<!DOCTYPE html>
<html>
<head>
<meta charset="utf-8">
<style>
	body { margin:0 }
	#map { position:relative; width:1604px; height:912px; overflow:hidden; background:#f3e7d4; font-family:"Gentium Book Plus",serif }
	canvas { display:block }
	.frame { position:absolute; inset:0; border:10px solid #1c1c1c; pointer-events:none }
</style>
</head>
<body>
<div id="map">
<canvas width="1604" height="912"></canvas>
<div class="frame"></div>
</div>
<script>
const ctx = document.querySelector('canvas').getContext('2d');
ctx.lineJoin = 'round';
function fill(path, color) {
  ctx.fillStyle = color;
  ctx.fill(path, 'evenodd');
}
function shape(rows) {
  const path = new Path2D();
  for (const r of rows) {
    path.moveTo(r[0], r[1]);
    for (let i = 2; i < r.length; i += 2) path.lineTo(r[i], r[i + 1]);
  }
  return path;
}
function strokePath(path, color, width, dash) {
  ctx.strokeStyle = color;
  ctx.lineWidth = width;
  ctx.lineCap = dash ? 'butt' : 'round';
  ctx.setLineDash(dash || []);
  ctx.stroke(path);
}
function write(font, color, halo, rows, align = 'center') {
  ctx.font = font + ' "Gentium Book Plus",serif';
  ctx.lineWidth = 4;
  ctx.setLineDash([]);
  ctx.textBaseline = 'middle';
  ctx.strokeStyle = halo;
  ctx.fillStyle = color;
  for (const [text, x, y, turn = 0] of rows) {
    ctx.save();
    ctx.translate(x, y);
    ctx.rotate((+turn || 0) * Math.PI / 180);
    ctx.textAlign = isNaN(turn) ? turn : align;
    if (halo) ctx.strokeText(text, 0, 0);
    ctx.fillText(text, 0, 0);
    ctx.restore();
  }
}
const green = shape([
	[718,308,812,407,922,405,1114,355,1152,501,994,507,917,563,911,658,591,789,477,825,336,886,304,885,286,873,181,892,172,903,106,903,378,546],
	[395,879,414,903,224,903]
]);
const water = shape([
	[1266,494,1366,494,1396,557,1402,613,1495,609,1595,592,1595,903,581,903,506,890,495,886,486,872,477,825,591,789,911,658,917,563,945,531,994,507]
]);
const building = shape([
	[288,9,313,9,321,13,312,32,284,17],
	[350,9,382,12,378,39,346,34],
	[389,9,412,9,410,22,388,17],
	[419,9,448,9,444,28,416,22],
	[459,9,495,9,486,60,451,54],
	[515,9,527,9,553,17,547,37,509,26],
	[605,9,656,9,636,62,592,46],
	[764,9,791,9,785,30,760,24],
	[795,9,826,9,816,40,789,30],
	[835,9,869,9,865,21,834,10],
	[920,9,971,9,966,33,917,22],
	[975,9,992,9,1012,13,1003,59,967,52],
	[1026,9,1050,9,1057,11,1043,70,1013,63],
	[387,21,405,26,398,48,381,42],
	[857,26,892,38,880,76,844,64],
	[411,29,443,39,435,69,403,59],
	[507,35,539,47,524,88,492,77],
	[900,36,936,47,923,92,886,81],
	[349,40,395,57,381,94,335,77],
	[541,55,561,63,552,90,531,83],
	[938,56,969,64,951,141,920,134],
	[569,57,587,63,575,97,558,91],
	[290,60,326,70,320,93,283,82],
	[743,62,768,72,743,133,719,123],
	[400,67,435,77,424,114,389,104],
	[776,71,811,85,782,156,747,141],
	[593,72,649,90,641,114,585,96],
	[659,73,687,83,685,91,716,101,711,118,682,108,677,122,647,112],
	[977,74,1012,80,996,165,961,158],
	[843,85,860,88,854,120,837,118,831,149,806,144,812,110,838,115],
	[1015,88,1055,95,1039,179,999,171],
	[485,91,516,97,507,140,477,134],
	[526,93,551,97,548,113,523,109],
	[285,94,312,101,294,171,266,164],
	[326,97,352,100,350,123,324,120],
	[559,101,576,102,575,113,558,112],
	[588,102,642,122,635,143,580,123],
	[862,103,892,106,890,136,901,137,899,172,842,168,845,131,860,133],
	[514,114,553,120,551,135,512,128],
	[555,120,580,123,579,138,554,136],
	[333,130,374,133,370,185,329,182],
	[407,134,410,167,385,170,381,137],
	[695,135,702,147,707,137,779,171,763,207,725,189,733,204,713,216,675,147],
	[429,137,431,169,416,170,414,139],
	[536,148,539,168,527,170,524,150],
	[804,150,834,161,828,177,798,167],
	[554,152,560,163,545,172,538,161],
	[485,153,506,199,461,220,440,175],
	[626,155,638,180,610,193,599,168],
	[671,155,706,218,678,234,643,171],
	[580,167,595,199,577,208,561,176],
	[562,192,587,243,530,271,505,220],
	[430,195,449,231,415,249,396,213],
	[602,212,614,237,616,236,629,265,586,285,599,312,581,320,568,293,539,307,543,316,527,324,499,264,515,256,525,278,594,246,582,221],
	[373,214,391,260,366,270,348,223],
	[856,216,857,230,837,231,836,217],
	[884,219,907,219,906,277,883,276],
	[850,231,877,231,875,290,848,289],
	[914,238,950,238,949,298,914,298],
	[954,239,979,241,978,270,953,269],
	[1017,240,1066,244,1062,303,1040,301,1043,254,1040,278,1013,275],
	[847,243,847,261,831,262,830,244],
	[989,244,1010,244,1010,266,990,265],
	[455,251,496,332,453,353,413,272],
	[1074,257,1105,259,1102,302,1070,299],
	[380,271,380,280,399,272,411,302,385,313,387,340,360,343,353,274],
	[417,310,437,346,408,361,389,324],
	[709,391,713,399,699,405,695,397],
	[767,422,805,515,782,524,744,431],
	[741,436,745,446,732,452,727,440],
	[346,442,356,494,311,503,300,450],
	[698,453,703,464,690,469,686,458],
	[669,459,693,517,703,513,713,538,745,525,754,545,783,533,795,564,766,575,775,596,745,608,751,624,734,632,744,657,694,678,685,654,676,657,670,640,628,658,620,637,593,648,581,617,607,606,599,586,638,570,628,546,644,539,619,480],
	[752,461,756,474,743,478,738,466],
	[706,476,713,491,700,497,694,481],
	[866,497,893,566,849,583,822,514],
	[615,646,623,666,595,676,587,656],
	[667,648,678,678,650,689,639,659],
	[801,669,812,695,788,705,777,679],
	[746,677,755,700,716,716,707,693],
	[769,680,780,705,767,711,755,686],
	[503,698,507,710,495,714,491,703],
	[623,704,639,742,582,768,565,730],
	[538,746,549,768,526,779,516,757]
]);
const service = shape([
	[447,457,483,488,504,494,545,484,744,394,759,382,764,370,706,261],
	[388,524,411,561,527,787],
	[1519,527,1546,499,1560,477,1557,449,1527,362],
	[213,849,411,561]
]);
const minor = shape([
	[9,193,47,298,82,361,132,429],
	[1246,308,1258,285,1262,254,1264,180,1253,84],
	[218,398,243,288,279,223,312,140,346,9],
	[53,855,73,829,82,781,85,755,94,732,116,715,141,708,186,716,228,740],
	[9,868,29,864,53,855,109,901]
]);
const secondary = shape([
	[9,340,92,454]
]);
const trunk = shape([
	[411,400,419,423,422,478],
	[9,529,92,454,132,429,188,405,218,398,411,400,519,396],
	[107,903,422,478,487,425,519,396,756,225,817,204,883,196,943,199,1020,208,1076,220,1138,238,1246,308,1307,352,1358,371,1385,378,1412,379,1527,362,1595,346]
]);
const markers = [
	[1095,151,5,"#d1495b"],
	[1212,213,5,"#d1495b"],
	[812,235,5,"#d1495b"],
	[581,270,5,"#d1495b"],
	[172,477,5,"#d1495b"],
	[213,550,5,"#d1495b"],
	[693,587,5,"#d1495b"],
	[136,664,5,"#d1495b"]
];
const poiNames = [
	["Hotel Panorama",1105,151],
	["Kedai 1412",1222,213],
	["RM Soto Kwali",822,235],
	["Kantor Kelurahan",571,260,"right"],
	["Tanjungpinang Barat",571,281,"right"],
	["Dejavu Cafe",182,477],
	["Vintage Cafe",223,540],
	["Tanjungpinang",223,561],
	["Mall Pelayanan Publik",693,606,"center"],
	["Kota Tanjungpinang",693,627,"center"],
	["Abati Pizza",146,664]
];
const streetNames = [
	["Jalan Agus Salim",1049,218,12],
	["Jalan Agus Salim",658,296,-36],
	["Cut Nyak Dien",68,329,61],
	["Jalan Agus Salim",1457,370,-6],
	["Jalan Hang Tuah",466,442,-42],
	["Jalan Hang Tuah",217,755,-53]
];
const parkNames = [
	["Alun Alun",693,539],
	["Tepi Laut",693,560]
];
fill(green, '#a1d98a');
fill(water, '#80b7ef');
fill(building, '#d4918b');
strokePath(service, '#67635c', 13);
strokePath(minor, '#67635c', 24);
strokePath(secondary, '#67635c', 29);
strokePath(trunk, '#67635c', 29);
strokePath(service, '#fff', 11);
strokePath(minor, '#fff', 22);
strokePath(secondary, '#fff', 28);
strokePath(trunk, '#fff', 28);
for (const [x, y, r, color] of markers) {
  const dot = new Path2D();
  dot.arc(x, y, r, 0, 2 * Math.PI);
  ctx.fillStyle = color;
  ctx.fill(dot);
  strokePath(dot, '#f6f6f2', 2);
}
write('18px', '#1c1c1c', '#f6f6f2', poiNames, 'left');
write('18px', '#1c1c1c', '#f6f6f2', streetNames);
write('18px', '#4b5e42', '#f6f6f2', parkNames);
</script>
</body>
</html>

───

Please set down, with no changes, the line that contains "write('18px', '#4b5e42', '#f6f6f2', parkNames);" and all the lines after it until the entries end; write nothing besides them.

### COMPLETED TASK
write('18px', '#4b5e42', '#f6f6f2', parkNames);
</script>
</body>
</html>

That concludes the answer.